Privately-owned Chinese companies led the trend, outpacing investment by state-owned enterprises to close deals accounting for 70% of the total, signaling the continued rise of corporate China in the global economy.

However, the outlook is mixed as 2016 also saw 30 cancelled deals (20 in Europe, 10 in US), worth an unprecedented USD 74 billion. Whilst 2017 is likely to be another strong year as previously announced deals reach financial close, the number of newly announced Chinese acquisitions in Europe and North America has dipped since an exceptional first half of 2016.

Well over half of all Chinese direct investment into Europe and North America since 2000 has taken place in the last three years, marking the continued influence of globalization and the rapid development of China’s economy. The deal pipeline is strong in both Europe and North America, but political and regulatory uncertainties are weighing on the outlook. A short term slowdown in new deals is likely in 2017, driven both by China’s temporary measures to slow capital outflows and tougher screening of inbound deals in the US and Europe.
Michael DeFranco, Global Head of M&A at Baker McKenzie

The scale of recent investment, counterbalanced by growing numbers of troubled transactions, is revealed by data previewing Baker McKenzie’s forthcoming report with Rhodium Group, which is unique in analyzing patterns of Chinese investment in the two regions’ high-income economies. The full report will be published later in February.

Highlights in Europe

In Europe, Chinese investors focused on Germany and the UK, which between them saw 46% of all investment in Europe.

Germany saw inbound deals from China rise nearly tenfold, from USD 1.3 billion in 2015 to USD 12.1 billion last year. The UK attracted USD 9 billion of investment, an increase of 130% on 2015. The UK total was driven by deals announced prior to the EU referendum closing in the second half of the year, making it too early to judge the impact of Brexit.

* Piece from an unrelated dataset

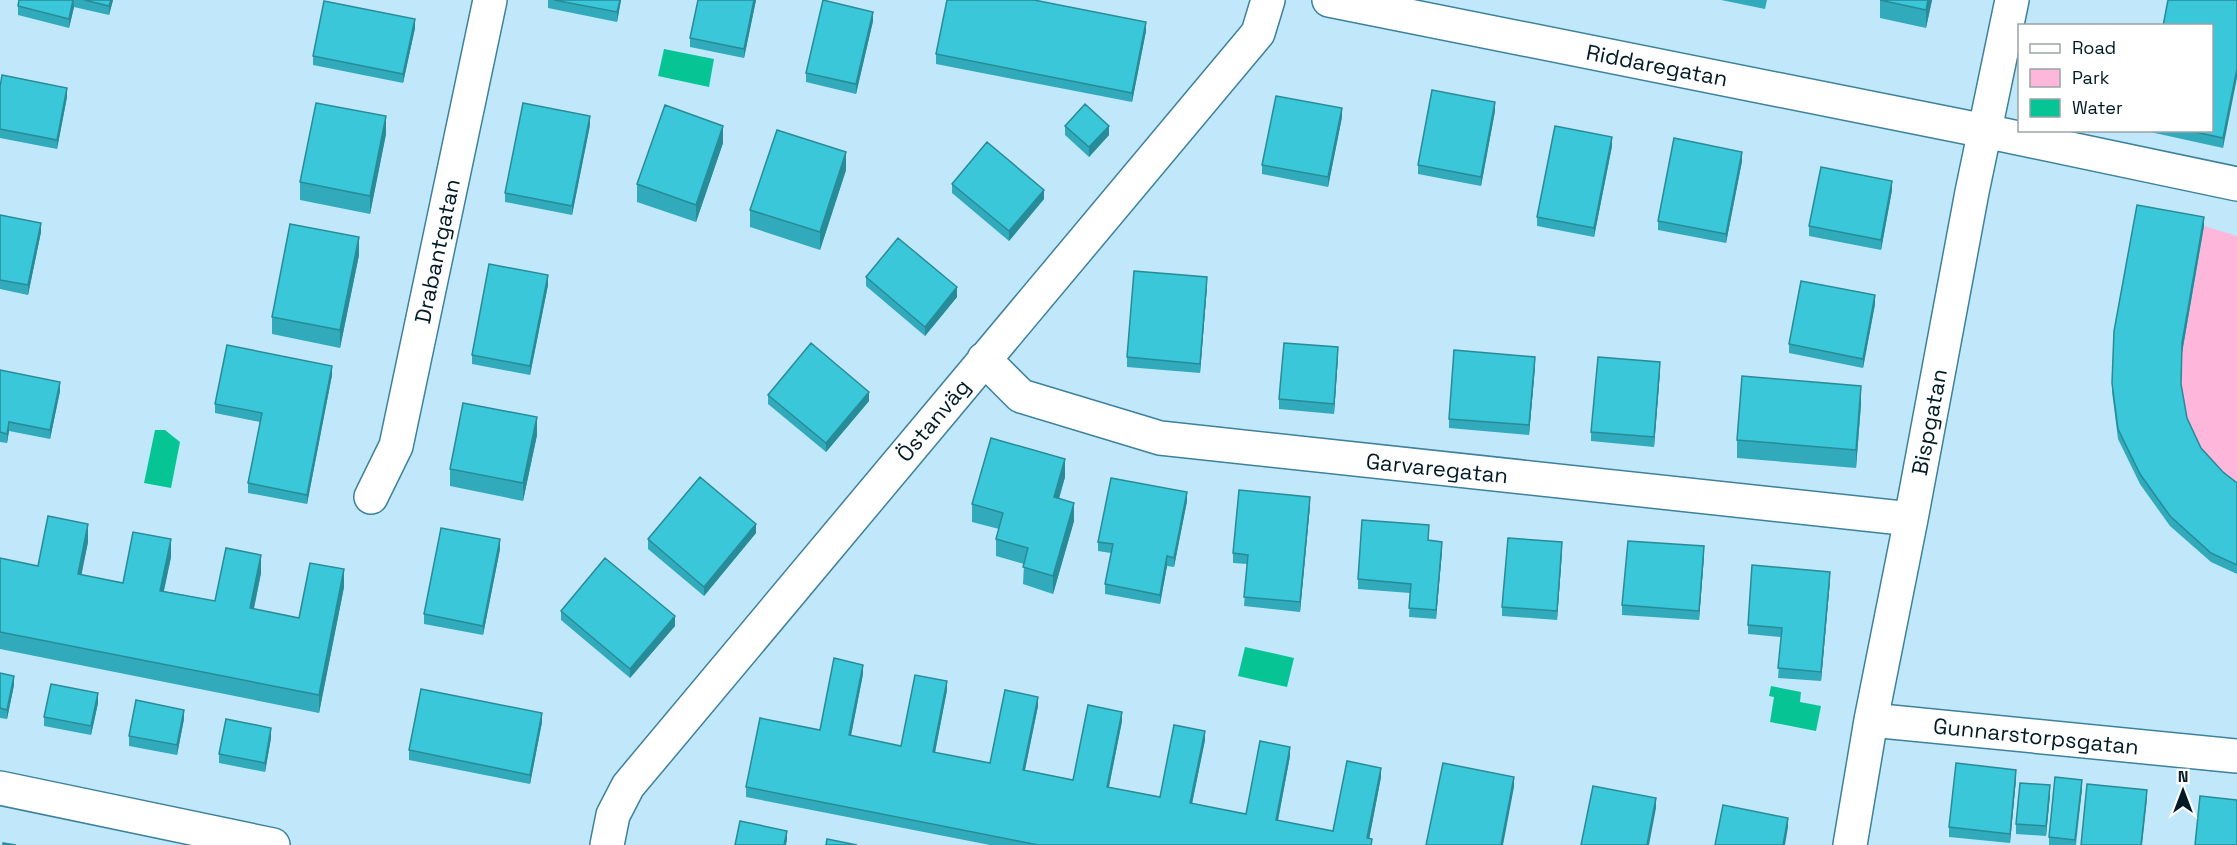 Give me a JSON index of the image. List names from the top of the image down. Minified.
{"streets":{"street":["Riddaregatan","Drabantgatan","Östanväg","Bispgatan","Garvaregatan","Gunnarstorpsgatan"]},"crossings":[["Riddaregatan","Bispgatan"],["Östanväg","Garvaregatan"],["Bispgatan","Garvaregatan"],["Bispgatan","Gunnarstorpsgatan"]],"legend":["Road","Park","Water"],"north":"top"}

Finland, Switzerland and Ireland were also major recipients of Chinese FDI in 2016, attracting USD 7.6 billion, USD 4.8 billion and USD 2.9 billion, respectively. Switzerland would have been the largest recipient if not for pending regulatory approval delaying the closing of ChemChina’s acquisition of Syngenta. Meanwhile, Italy, Portugal and France saw investment drop 85%, 50% and 40% in 2016 as Chinese investors focused on integrating large acquisitions they made in those countries in 2015.

“2016 set a new record high for global Chinese investment, with the UK performing particularly well and noticeably up on the previous year,” said M&A partner Tim Gee. “Much of that activity was driven by deals announced in the first half of the year, making it a particularly fast start. Whilst Brexit clouds the outlook for 2017 in some sectors, such as financial services, the fundamental drivers for Chinese FDI into the UK and Europe as a whole remain strong.”

Highlights in Canada and US

The US largely accounted for the increase in North America, with Chinese investments rising by almost 200% from 2015 to 2016 to USD 45.6 billion. Deals into Canada also rose 120% in value to reach a three-year high. Larger average deal size drove overall value up, with deal volumes stable.

With more than USD 16 billion of deals in 2016, California was the largest recipient of Chinese capital, reflecting interest in key sectors such as information technology, entertainment, real estate and logistics. New York was also a major recipient, though real estate investments accounted for 90% of value.

Several US states saw major investments from China for the first time in 2016, primarily following very large individual transactions of companies headquartered in those states. These include Kentucky with more than USD 9 billion. Investment in Illinois, Minnesota and Georgia also rose.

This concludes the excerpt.